Alert Marin already includes all available landline and voice-over-internet data for residents and businesses in the county; opting out of the service requires contacting the county’s office of emergency services. Nixle requires subscribing online or via text with a mobile device.
Adding mobile numbers and emails to either system would require changes in state law, the board wrote in its response to the jury. “At this time, the only way to obtain residents’ mobile numbers and emails is to encourage self-registration; telecommunications companies will not share this data.”
Yet supervisors did commit to supporting new legislation, such as S.B. 46, that would allow local governments to enter into agreements to access cell phone contact information strictly for the purpose of creating public emergency systems.
The board questioned the jury’s hope that the county would expand the use of sirens paired with long-range acoustic devices that emit extra-loud tones and voice messages. “Local testing has provided mixed results based on topography and other competing outdoor existing noise,” supervisors wrote. Still, the board acknowledged that such devices can be helpful in some areas, and tasked the joint agency with further analysis of the possibility.
The board and the jury also diverged over the discussion of the role of Marin’s public transportation system in emergency preparedness. Though the jury argued that public transit was an underutilized resource, supervisors confirmed that the county’s emergency operations center coordinates with Marin Transit through the emergency radio system MERA. All operators for Marin Transit are trained to respond to and assist in emergency situations.
Despite these sticking points, the board largely agreed that all areas of preparedness should be revitalized.
The supervisors’ letter committed to streamlining vegetation management approaches in the new wildfire prevention program that the joint powers agency would develop, and updating existing codes and procedures as early as this fall.

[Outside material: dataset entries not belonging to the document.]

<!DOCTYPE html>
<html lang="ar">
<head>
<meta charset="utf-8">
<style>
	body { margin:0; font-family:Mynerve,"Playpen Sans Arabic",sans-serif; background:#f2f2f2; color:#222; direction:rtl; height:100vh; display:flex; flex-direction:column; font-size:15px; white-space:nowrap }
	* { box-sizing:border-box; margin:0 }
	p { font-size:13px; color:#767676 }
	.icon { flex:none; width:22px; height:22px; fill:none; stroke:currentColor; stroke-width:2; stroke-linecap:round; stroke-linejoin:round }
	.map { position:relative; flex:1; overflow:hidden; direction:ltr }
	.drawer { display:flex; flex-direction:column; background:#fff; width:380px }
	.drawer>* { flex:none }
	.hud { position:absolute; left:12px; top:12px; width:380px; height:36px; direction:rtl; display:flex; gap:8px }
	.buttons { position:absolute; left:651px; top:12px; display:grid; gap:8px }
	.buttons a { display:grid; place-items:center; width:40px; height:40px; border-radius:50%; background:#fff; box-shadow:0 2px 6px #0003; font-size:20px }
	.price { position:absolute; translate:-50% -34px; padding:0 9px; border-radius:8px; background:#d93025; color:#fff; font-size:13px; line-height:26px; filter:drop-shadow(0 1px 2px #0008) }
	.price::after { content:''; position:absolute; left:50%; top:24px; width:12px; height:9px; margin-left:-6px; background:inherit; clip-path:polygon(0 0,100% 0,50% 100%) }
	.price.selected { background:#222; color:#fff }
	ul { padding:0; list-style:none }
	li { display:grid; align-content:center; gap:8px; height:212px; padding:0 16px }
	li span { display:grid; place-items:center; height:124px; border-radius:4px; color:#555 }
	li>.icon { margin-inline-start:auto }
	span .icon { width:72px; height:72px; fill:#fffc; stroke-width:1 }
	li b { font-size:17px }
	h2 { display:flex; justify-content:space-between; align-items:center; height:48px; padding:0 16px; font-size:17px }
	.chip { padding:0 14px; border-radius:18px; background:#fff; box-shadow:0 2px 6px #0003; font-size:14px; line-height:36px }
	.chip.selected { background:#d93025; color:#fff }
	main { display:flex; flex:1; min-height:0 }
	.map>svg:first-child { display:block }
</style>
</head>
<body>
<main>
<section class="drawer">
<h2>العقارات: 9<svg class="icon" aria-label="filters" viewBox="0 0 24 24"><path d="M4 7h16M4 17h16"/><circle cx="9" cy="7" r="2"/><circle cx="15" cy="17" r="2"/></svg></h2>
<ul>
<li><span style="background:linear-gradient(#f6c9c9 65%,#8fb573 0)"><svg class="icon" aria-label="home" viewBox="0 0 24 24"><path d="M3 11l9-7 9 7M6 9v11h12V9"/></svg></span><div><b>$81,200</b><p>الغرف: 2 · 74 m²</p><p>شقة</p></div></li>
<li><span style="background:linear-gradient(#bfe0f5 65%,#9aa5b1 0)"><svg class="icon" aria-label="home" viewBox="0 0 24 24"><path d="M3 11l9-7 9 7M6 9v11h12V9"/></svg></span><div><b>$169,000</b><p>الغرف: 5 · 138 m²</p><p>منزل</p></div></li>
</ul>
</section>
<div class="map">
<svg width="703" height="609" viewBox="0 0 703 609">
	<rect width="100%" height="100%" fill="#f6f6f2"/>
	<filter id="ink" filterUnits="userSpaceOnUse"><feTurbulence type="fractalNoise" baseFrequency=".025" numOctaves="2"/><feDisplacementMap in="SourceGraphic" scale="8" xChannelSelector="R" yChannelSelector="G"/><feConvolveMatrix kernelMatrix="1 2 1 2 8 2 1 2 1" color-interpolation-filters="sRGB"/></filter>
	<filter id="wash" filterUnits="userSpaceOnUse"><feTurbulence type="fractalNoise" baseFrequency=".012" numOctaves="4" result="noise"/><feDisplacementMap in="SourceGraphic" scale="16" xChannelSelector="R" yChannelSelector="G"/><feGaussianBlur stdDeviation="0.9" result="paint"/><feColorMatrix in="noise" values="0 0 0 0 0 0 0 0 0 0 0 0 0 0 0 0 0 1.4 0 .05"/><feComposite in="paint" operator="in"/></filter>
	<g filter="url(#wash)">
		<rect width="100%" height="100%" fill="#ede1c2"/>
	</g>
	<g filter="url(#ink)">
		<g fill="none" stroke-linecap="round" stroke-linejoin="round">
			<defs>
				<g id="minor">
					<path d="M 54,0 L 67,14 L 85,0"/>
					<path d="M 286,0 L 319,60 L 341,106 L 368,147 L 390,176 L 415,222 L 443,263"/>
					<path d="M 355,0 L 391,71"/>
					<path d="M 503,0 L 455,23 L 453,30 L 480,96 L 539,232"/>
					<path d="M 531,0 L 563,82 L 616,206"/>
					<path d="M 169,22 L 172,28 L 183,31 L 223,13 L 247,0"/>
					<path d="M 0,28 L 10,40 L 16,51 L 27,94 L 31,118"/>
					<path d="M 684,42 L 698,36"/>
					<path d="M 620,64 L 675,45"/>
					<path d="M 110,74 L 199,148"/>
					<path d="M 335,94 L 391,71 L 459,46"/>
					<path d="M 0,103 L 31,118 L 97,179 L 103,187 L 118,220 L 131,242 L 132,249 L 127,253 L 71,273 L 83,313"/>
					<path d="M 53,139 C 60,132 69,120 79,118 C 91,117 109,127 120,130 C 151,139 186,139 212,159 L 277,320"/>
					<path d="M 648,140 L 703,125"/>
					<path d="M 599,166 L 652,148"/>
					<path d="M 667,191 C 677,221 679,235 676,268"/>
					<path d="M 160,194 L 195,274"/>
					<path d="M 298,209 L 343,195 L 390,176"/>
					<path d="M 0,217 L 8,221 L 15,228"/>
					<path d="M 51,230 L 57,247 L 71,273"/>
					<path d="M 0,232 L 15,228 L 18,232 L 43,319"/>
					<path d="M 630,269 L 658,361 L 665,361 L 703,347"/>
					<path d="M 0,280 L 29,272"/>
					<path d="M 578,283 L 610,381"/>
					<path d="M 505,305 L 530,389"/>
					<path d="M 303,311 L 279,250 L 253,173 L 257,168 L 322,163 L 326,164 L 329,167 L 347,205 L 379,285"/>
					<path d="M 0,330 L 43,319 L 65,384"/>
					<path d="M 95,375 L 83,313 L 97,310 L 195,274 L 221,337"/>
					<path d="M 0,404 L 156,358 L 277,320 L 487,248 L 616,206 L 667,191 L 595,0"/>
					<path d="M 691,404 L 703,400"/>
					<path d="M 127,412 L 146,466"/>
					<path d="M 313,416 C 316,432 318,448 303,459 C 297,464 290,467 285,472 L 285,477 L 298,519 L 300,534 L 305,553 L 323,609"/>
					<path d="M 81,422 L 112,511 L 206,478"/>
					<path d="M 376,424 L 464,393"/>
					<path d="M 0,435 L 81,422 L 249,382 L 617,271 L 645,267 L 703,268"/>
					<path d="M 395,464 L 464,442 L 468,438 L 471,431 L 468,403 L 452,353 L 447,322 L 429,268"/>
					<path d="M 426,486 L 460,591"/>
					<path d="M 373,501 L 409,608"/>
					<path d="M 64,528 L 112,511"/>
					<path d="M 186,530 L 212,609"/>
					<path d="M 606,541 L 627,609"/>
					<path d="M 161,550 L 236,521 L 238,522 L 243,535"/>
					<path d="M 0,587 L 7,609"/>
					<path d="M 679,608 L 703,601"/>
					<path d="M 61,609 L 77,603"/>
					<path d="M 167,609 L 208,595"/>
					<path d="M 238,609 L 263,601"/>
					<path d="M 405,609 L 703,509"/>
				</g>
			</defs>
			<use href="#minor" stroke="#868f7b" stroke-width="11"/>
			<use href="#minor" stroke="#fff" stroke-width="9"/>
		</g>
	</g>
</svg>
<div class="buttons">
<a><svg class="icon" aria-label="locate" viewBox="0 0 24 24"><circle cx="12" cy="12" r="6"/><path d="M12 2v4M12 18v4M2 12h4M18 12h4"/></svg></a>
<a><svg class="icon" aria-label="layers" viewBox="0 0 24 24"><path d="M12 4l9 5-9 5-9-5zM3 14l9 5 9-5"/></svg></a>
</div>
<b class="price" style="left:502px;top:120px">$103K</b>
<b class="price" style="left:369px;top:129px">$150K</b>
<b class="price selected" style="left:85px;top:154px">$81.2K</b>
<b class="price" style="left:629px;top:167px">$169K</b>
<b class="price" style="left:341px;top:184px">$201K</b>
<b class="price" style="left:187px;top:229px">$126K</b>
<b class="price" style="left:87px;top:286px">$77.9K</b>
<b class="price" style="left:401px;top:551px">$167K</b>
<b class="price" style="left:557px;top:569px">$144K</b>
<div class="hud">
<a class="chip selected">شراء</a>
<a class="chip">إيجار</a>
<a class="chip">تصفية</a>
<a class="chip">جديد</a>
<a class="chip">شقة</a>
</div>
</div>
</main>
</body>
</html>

Cooperative compliance, as opposed to a punitive enforcement approach, is the goal.
The county is also working on publicizing evacuation routes countywide. In 2009, Marin fire agencies developed “mutual threat zone” maps, identifying primary and secondary evacuation routes and preferred evacuation zones. The information is available to mutual aid responders outside of the county, but has not been made publicly available.
Marin County Fire Chief Jason Weber explained at Tuesday’s meeting that the maps had to be washed of private information, such as gate codes, before being released.
The board tasked the joint powers agency with further planning for larger-scale evacuations. “Strategies for how to implement measures during a no-notice emergency event would need to be developed, including flexibility to respond to the unique characteristics of each event and the ability to implement measures with limited time, personnel and equipment,” the board wrote. “Coordination with public works agencies and Caltrans would be necessary, and traffic modeling to test best routes and tactics would be needed to help quantify the benefits of different strategies and to support informed decision making.”
Supervisors also stressed that the countywide wildfire prevention program will include a comprehensive education program, one of the jury’s most commonly cited concerns.
Though responses to the jury’s April report are not due until July 18, the Inverness Public Utility District—which pairs with the fire department for Inverness—submitted a response in June.
The district agreed there are too few trained vegetation inspectors and fuel reduction crews in the county. It also weighed in that the emergency alert systems don’t reach enough residents, that there are many areas where roads and infrastructure are inadequate for mass evacuations, and that there are insufficient public funds for wildfire preparedness education.